総選挙後の日本市場が急上昇した背景とは

松本大氏:総選挙があり、マーケットが随分上がっているということで、「なんでだろう?」と思っている方もいるかと思うので、まずは簡単にそれだけお答えしておきます。

おそらく、自民党がかなり議席を減らしたわけですが、国民民主党なりと連携をしていかないと政権運営ができにくい中で、国民民主党が言っているような財政出動、あるいは減税などを自民党政権も取り入れていかなきゃならないんじゃないかとか。

あるいは、日銀との関係でも、石破(茂)さんは、金利は上げていったほうがいいんじゃないかというのがどこかにあったと思うのですが、このような状況ではとてもそんなことを言い出せないので、金利は上げられないだろう、ということで円安になる。

財政出動という言い方はちょっとアレですが、そういう財政を使った景気浮揚策が出やすくなるんじゃないかとか、そういう一連の連想で流動性が増えてマーケットが上がったのだと思うんですね。

総選挙で与党があれだけ負けた次の日のマーケットで、以前の日本であれば株式は売られたと思うんですよね。ところが今回は上がった。上がった理由は先ほど言ったように、説明できるのですが、もし下がっていても、やはりもっともらしい説明ができるんですね。

やはり上がったことが大切で、なぜ上がったかというと、センチメントとしてインフレ的な連想が日本は強いということと、中国やヨーロッパはいろいろな問題があって今はとても投資ができないので、お金はアメリカと日本しか行きようがないとか、そういったことがあって、やはり今回の中でも、マーケットは上がる方向を選んだんだと思うんですね。
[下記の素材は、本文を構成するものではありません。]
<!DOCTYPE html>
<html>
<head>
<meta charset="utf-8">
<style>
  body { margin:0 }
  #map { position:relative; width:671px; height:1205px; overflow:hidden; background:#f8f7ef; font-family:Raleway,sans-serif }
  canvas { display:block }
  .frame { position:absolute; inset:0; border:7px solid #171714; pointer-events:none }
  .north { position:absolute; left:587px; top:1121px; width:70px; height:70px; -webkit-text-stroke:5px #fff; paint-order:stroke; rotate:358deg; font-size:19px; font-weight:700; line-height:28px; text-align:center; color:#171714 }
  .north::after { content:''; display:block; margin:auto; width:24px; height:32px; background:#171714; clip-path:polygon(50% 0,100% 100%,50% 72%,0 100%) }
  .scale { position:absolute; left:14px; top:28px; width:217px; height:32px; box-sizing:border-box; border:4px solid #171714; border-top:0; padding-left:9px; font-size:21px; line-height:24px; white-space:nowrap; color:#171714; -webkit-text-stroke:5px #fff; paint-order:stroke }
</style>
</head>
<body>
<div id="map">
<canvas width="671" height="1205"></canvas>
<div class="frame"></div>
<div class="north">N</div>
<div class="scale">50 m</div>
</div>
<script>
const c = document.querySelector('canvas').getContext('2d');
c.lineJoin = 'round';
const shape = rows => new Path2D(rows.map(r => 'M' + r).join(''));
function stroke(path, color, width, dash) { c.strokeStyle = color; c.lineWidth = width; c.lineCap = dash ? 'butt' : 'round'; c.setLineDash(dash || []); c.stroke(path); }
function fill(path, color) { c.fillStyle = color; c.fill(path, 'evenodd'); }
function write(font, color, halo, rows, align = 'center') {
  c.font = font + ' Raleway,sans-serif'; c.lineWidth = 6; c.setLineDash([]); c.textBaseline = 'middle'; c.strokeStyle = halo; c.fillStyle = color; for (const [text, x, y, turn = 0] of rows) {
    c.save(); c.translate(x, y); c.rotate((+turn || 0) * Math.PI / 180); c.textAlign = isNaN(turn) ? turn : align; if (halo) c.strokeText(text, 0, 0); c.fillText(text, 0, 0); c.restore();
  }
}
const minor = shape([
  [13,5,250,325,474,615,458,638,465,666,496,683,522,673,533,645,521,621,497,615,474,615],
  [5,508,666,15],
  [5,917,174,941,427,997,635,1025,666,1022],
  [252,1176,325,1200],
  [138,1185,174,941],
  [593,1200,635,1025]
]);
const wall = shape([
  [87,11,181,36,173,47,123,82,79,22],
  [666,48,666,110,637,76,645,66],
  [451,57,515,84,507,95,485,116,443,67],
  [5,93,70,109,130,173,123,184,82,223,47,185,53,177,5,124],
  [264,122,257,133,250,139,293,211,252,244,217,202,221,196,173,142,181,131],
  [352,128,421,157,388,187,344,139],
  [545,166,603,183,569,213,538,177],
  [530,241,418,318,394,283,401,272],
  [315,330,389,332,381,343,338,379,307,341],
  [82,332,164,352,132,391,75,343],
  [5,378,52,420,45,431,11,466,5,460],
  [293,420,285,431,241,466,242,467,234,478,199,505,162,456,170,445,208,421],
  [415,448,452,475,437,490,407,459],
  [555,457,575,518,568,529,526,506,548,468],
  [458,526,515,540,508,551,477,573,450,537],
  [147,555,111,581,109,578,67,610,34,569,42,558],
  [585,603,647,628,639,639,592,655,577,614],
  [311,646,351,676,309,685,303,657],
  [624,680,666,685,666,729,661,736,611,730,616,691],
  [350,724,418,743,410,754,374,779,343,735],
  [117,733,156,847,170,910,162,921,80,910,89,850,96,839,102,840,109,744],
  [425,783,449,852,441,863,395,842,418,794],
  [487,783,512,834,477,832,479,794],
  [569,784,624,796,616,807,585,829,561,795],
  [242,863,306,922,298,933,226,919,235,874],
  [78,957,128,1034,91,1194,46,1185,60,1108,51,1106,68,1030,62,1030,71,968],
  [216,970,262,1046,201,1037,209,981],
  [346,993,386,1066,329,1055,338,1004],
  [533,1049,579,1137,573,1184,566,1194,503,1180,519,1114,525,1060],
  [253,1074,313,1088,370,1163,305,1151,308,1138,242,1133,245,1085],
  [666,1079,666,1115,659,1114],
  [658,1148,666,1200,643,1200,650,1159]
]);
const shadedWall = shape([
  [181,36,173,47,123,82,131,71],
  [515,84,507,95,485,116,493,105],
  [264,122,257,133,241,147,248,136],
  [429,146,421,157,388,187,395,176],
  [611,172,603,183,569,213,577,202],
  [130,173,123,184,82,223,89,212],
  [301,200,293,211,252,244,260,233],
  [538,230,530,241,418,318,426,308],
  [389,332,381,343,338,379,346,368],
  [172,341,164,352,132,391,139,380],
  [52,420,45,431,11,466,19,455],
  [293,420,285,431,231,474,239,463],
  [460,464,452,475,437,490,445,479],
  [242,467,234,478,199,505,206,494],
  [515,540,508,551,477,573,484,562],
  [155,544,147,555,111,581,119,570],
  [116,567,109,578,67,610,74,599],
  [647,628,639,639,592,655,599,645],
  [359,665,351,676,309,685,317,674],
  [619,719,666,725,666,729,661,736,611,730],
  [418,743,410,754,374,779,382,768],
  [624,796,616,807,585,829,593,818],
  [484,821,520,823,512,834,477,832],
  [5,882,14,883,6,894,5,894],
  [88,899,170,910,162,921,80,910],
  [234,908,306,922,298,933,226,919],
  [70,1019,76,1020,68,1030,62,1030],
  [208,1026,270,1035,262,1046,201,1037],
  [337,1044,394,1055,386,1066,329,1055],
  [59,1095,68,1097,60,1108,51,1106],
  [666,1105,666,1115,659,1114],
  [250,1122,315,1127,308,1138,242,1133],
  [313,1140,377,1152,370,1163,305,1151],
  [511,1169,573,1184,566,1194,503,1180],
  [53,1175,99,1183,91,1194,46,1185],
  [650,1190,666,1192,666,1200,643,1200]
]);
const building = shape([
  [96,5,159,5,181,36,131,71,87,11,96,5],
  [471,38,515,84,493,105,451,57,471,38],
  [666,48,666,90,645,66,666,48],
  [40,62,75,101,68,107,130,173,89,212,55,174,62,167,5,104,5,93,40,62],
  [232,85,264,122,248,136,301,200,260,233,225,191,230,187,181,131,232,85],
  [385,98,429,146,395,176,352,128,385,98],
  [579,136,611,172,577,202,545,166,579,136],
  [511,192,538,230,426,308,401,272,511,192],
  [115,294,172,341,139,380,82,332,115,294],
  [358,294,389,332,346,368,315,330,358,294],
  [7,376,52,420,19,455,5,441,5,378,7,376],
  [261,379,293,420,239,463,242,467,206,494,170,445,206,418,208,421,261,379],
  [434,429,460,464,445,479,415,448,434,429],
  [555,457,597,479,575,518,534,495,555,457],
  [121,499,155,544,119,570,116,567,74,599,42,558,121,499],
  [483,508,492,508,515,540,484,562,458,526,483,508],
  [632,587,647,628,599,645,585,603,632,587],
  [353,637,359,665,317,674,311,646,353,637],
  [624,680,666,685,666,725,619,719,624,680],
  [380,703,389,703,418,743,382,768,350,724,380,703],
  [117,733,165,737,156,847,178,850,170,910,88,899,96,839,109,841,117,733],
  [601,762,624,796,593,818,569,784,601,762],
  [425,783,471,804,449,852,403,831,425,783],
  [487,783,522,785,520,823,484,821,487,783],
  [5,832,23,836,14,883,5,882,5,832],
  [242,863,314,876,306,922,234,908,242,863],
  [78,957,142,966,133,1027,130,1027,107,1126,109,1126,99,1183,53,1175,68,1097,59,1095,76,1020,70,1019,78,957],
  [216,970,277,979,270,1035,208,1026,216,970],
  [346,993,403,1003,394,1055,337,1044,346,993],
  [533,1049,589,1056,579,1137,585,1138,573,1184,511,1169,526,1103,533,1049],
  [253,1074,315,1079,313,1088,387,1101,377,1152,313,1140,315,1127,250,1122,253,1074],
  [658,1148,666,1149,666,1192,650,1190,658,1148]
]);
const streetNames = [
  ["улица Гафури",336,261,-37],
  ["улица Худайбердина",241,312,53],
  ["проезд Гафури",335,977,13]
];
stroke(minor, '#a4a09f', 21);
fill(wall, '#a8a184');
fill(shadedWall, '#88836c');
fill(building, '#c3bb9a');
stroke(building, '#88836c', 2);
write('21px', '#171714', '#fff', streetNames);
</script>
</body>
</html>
それがすごく重要なところじゃないのかなと思っています。

質疑応答:TOBされたティーガイア社について

それでは、いただいたご質問についてお答えしていきたいと思います。質問は全部読むのではなく、要約しながら対応をしていきたいと思います。

「先日ベインキャピタル社(Bain Capital LLC)にTOBされたティーガイア社(3738)について。通常TOBされると株価が上昇すると思うのですが、当該企業は26パーセントのディスカウントTOBです。どういうことなんでしょうか?」ということです。
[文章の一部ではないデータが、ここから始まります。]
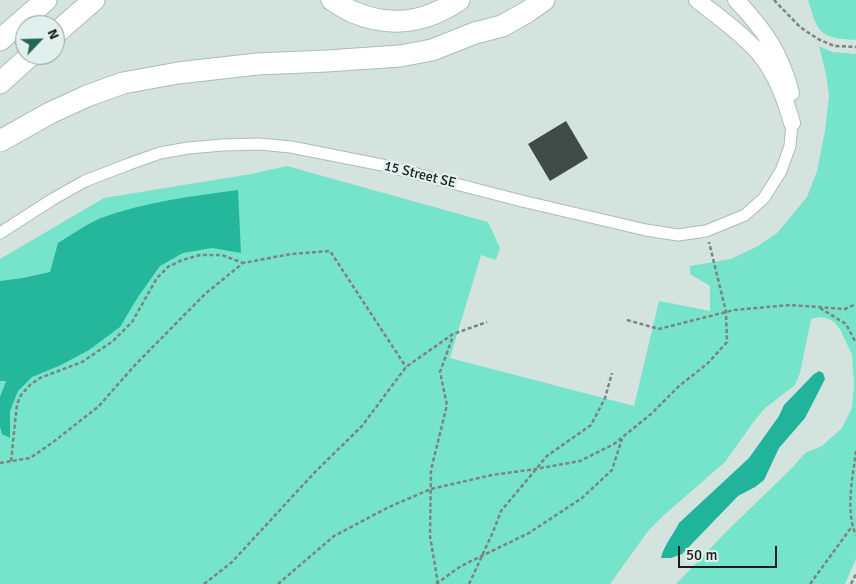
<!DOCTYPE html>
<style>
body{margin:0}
#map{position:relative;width:856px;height:584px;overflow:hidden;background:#d4e3de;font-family:Signika,sans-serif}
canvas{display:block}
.north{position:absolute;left:15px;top:15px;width:50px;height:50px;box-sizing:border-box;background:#e1f0ec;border:1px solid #919c99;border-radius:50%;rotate:66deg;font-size:14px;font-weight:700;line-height:20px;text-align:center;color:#1a1f1d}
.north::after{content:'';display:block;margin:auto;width:18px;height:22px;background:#216657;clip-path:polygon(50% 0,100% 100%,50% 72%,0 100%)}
.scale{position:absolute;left:678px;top:546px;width:99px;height:22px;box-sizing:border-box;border:2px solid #1a1f1d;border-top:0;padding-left:6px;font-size:15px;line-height:18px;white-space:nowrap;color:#1a1f1d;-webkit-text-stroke:4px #e1f0ec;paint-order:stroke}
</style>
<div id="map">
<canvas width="856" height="584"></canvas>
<div class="north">N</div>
<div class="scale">50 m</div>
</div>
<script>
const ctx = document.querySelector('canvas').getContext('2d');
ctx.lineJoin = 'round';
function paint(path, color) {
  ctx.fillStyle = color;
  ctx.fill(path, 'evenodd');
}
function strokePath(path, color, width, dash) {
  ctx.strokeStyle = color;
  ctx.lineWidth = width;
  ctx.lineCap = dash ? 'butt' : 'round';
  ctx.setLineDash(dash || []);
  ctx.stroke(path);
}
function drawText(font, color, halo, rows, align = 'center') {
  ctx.font = font + ' Signika,sans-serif';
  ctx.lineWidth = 5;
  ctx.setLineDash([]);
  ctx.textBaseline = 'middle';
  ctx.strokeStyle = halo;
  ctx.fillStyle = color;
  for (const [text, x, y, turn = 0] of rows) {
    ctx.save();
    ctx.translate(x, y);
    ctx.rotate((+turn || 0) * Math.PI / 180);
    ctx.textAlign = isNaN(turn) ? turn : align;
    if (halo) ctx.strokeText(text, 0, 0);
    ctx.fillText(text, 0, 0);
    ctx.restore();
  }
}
const green = new Path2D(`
 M808,0h48v40c-37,-2 -38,-7 -48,-40z
 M819,46l13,6 24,2v505l-11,25h-169l54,-56 61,-59 14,-16 17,-7 20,-18 10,-20 2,-23 -2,-30 -11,-24 -6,-8 -6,-4 -8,-2 -10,2 -11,54 -5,12 -31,24 -12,15 -27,38 -61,53 -16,16 -38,53h-610v-325l104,-61 147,-24 36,-8 201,56 12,26 -4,12 -15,-5 -31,103 184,48 25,-105 51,10v-25l-20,-12v-8l41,-7 27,-13 19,-13 30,-36 10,-26 8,-40 4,-35 -3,-22z`);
const forest = new Path2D(`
 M238,190l3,63 -29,-5 -29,5 -23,13 -22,31 -18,30 -31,23 -28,15 -29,12 -14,14 -8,20v27l-8,-4 -2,-7v-30l6,-16h-6v-100l23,-3 27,-6 8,-29c12,-7 30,-20 43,-25 43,-16 92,-22 137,-28z`);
const water = new Path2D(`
 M819,371l4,2 2,6 -20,39 -26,30 -15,32 -9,7 -17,9 -56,58 -11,4h-10c3,-13 12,-23 18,-35l70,-65 30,-42 5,-11 30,-31z`);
const building = new Path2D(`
 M566,121l22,37 -38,23 -22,-37z`);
const path = new Path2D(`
 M774,0l26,27 18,12 16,7 22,1
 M820,308l26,16 10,19
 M627,320l32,9 75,-19 56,-5 55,4 11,-5
 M856,451c-3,25 -11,60 0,84
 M11,461l6,-57 4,-9 9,-10 10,-7 42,-16 31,-21 19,-19 25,-44 11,-11 14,-7 18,-5h22l21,8
 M0,463l30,-5 22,-15 46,-36 37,-42 70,-71 38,-31 48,-9 39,-3 76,116
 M204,584l28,-22 83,-90 47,-46 44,-59 47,-33 34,-12
 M278,584l56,-48 55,-29 42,-18 61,-14 44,-6 44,-8 34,-17 37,-30 27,-27 30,-24 19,-21 -1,-30 -17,-70
 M436,584l25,-18 68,-33 53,-35 30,-28 10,-31
 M438,584l-8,-48 1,-66 16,-65 -7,-33 13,-36
 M469,584l24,-52 8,-21 46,-55 44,-31 14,-27 7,-25
 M810,584l43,-59
 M851,584l5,-10`);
const street = new Path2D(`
 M0,233l53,-34 32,-18 44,-17 31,-11 28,-5 35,-3 36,-1 32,3 91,18 140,36 124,29 32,5 28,-4 39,-16 19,-17 17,-27 9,-25 2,-23`);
const secondary = new Path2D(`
 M697,0c22,17 44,33 62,53 17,20 26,46 33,70
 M736,0c28,29 45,54 55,93`);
const highway = new Path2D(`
 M332,0c7,4 14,9 21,12 38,16 72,11 106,-12
 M55,34l39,-34
 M0,40l46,-40
 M0,83l31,-28
 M0,141l50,-28 37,-17 36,-13 55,-10 79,-9 70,-3 73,-5 32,-6 43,-17 27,-7 25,-14 17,-12`);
const streetNames = [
 ["15 Street SE",420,175,14]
];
paint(green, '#76e4ca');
paint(forest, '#25b79c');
paint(water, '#20b59a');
paint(building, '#3e4b47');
strokePath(street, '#adbcb7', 13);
strokePath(secondary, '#adbcb7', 18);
strokePath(highway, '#adbcb7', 23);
strokePath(path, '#7a8481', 2.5, [4, 2.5]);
strokePath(street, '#fff', 11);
strokePath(secondary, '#fff', 16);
strokePath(highway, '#fff', 21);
drawText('14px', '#1a1f1d', '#e1f0ec', streetNames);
</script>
これは、もともと株価が上がりすぎていたり、あとは詳しくは憶えていないのですが、TOBに応じる大株主との間であらかじめ何か握りがあったんじゃないかなという気がします。

一般に、TOBとかMBOでは株価は上がるのですが、株主構成などの関係で税金が得になるかたちで大株主が株を売れるので、その分価格を下げてやるというやり方があるんですね。そういう中で株価が下がることもあると思います。

日本におけるプライベートエクイティファンドが上場企業に関わる時は、少数株主にとって必ずしも一番いいかたちにならないこともあったりするので。

私も、東証の市場区分に関わる「市場区分の見直しに関するフォローアップ会議」のメンバーで、そこでもそういう問題を取り上げて、良くしていこうと取り組んでいます。

質疑応答:新興国の投資信託について

「新興国の投資信託、インデックスよりアクティブのほうがいいのでしょうか?」。そうですね。新興国はやはり為替のリスクなどで、すごく大きくずれることがあるので、インデックスよりはいいマネージャーが運用するアクティブファンドです。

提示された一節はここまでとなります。